From Apollo’s Daughters
An early adventure in the life of Bridget Yang from the Overdraft universe!
The Overdraft: The Orion Offensive serial wrapped in the summer of 2013, and it was my intention to continue with regular short stories thereafter in case I was unable to write a follow-on edition. The opportunity to write one came when I was invited by the staff of Silence in the Library Publishing to contribute a story to Apollo’s Daughters, an anthology they had planned.
The firm was amid a highly successful Kickstarter for Athena’s Daughters, dedicated to female novelists writing about female characters. The Apollo’s Daughters book was announced as a companion volume as a bonus for supporters; the conceit there was that it would all be stories by male authors about female lead characters.

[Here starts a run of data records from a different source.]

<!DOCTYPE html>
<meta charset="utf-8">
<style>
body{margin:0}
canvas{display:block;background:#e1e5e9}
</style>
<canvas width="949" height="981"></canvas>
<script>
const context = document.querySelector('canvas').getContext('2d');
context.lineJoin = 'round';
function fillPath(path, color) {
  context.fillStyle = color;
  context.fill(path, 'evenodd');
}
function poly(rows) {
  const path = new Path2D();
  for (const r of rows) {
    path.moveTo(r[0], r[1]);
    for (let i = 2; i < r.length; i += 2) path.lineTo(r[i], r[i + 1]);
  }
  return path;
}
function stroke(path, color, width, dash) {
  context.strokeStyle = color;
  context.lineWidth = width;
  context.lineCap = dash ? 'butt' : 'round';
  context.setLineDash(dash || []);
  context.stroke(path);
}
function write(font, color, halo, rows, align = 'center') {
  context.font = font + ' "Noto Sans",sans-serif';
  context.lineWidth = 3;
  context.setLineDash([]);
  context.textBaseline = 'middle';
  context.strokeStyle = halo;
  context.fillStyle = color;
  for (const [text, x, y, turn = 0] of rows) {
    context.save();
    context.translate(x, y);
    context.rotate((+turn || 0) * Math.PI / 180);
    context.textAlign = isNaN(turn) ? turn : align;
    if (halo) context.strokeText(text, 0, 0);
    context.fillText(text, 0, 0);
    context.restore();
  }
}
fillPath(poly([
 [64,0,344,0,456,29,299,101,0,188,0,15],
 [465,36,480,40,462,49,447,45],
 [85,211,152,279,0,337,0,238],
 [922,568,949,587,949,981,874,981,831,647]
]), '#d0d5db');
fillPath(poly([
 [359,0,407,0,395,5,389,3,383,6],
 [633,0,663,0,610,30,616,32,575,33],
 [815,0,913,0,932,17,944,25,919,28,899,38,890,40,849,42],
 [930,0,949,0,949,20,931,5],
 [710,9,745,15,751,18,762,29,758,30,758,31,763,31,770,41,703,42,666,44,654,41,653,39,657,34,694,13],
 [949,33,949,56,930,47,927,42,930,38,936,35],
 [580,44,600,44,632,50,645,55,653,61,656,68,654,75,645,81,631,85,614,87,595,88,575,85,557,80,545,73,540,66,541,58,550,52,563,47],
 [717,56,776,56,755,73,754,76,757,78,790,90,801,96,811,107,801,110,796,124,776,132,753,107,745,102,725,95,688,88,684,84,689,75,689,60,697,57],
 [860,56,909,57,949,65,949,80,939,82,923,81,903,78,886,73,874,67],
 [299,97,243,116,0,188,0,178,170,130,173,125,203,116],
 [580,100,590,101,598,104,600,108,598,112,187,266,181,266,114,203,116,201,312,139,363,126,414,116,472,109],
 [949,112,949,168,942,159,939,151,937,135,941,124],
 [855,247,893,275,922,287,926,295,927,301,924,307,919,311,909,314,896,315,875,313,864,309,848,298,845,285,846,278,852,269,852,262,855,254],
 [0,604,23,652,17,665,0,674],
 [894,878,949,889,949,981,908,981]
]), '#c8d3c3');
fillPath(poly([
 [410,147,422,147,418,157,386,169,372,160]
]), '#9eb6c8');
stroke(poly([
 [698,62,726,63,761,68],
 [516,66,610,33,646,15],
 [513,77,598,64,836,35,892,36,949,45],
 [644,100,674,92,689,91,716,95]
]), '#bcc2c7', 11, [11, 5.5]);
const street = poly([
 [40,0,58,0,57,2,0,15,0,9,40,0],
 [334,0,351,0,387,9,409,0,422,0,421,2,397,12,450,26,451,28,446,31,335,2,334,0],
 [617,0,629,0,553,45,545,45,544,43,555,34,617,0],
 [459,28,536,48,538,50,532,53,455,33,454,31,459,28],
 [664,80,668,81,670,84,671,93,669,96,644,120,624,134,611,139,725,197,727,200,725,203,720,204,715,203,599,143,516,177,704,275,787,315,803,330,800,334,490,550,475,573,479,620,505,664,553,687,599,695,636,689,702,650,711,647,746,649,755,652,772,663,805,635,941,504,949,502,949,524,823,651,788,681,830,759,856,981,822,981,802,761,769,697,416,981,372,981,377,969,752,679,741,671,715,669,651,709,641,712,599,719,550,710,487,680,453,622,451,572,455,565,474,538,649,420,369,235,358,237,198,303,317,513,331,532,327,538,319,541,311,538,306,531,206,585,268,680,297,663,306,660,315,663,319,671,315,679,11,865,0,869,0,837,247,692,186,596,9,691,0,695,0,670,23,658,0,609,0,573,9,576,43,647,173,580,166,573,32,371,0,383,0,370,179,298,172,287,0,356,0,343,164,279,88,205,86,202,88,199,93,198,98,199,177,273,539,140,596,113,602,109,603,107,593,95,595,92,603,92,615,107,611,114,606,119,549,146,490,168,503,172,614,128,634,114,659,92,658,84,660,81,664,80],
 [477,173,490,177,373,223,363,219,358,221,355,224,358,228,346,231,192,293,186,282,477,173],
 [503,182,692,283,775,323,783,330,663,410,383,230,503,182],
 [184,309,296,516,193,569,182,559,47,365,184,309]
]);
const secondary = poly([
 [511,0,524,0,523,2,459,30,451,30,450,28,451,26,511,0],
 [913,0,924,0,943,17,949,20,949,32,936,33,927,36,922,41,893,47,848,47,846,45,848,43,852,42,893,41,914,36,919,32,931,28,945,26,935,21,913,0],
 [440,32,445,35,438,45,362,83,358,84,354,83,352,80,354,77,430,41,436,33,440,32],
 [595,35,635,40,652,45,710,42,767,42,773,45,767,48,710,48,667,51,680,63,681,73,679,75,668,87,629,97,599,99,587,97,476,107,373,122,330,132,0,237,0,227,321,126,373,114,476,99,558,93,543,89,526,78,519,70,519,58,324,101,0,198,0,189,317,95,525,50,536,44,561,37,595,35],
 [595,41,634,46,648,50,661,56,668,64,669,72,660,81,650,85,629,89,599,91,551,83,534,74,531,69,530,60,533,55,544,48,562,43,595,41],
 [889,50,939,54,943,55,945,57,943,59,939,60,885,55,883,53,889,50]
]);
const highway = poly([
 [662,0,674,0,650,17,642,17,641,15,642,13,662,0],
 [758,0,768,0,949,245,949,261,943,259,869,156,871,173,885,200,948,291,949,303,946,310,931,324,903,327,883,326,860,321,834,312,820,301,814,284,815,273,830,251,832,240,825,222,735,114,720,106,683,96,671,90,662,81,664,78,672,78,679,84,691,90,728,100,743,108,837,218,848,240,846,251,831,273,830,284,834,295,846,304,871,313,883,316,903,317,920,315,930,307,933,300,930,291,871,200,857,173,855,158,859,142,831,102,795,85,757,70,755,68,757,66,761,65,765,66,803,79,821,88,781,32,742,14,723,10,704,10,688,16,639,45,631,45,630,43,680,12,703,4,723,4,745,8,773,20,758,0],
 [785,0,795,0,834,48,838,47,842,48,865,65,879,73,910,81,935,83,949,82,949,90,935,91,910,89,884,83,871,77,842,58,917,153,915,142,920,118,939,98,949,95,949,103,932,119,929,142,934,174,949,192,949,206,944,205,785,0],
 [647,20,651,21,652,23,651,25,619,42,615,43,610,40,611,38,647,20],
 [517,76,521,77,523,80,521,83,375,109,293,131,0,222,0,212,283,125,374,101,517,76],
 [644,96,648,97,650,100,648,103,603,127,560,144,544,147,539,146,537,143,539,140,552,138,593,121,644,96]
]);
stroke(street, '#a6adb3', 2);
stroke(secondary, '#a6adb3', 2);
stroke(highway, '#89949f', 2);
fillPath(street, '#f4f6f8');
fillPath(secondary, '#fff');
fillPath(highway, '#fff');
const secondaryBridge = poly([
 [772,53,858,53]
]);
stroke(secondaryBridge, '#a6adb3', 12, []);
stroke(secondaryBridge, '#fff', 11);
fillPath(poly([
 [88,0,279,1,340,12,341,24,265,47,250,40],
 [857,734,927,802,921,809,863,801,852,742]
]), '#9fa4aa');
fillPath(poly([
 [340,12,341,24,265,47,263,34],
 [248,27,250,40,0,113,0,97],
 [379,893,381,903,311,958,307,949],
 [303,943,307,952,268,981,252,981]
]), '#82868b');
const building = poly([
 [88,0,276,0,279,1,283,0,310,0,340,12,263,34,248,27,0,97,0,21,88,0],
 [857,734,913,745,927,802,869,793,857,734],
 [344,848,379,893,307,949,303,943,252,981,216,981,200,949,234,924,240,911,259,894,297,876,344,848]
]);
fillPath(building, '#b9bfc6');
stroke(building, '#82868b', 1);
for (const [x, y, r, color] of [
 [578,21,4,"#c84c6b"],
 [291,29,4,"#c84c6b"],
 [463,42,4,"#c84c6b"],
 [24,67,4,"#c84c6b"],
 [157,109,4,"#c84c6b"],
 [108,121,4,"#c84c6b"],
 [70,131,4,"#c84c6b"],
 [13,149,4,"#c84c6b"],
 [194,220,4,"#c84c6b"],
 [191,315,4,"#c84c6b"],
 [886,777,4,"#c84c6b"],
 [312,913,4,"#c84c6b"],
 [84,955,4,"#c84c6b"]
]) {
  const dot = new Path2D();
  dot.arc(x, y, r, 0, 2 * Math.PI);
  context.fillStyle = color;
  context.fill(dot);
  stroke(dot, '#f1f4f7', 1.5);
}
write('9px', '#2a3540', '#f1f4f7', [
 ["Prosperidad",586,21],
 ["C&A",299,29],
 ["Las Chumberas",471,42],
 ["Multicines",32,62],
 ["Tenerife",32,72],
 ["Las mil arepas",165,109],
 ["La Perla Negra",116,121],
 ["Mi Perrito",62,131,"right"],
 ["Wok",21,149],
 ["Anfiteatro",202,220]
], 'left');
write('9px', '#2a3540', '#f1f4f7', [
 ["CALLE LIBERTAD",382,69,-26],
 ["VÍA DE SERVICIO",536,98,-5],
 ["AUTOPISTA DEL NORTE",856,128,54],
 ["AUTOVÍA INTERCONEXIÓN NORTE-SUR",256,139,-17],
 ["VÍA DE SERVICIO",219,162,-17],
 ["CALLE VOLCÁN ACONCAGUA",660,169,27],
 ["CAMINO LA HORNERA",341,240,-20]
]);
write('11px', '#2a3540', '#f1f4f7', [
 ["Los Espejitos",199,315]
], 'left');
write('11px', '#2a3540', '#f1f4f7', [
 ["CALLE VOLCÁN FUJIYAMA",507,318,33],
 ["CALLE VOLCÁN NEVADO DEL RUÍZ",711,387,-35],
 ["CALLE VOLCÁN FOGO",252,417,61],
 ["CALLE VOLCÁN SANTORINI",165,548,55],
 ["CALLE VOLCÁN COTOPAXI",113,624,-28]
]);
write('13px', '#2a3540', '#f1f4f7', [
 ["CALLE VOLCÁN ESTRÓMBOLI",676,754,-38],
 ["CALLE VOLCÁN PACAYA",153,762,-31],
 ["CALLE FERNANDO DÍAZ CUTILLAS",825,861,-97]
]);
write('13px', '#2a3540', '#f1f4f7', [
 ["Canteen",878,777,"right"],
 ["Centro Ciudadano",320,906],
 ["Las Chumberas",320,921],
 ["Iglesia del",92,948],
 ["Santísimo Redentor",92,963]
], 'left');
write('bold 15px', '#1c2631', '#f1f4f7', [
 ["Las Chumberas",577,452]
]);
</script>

I chose it to be the place where I would write something I’d been considering doing for a while, the origin story for Bridget Yang from Overdraft. The story is set in the early days of her work for Quaestor, before she’s running Surge Team Sigma; Jamie Sturm is a nightmare still several years off in the future. As of 2133, the time of the story, Bridget is disillusioned with her role, her opportunities and reputation still damaged because of the Overland disaster described in Overdraft: The Orion Offensive. “Burnout” is doubly aptly named, however, because of the blazing heat in which the story takes place.
“Burnout” got to deal with the challenges of navigating in a place too bright for filters to work; radar-mapping drones gave her crew the ability to move around. An attack on them would handicap her team, and we see here how she responds to the crisis.
We also got to see a new villain for the series in Blossom Raintree, part of a peculiar anti-environmental movement. And we see Bridget’s initial meeting with Leo Falcone, who will recur as a character throughout the series.
The book came out in hardcover and softcover in January 2015 and included stories by David Mack, Justin Aclin and Alex Segura, David R. George III, Mike Stackpole, and many other colleagues of mine. It also, sadly, included the last work by Aaron Allston, who had passed away in 2014.
The Apollo’s Daughters publishers were kind enough to put my story in the lead position; the cover and frontispiece art for the hardcover were also inspired by “Burnout.”
As Apollo’s Daughters was all about female characters in science fiction, it felt natural to lead with cosmonaut Valentina Tereshkova.
We learn one of the new United States is “Pacifica,” and that it joined the Union in 2083.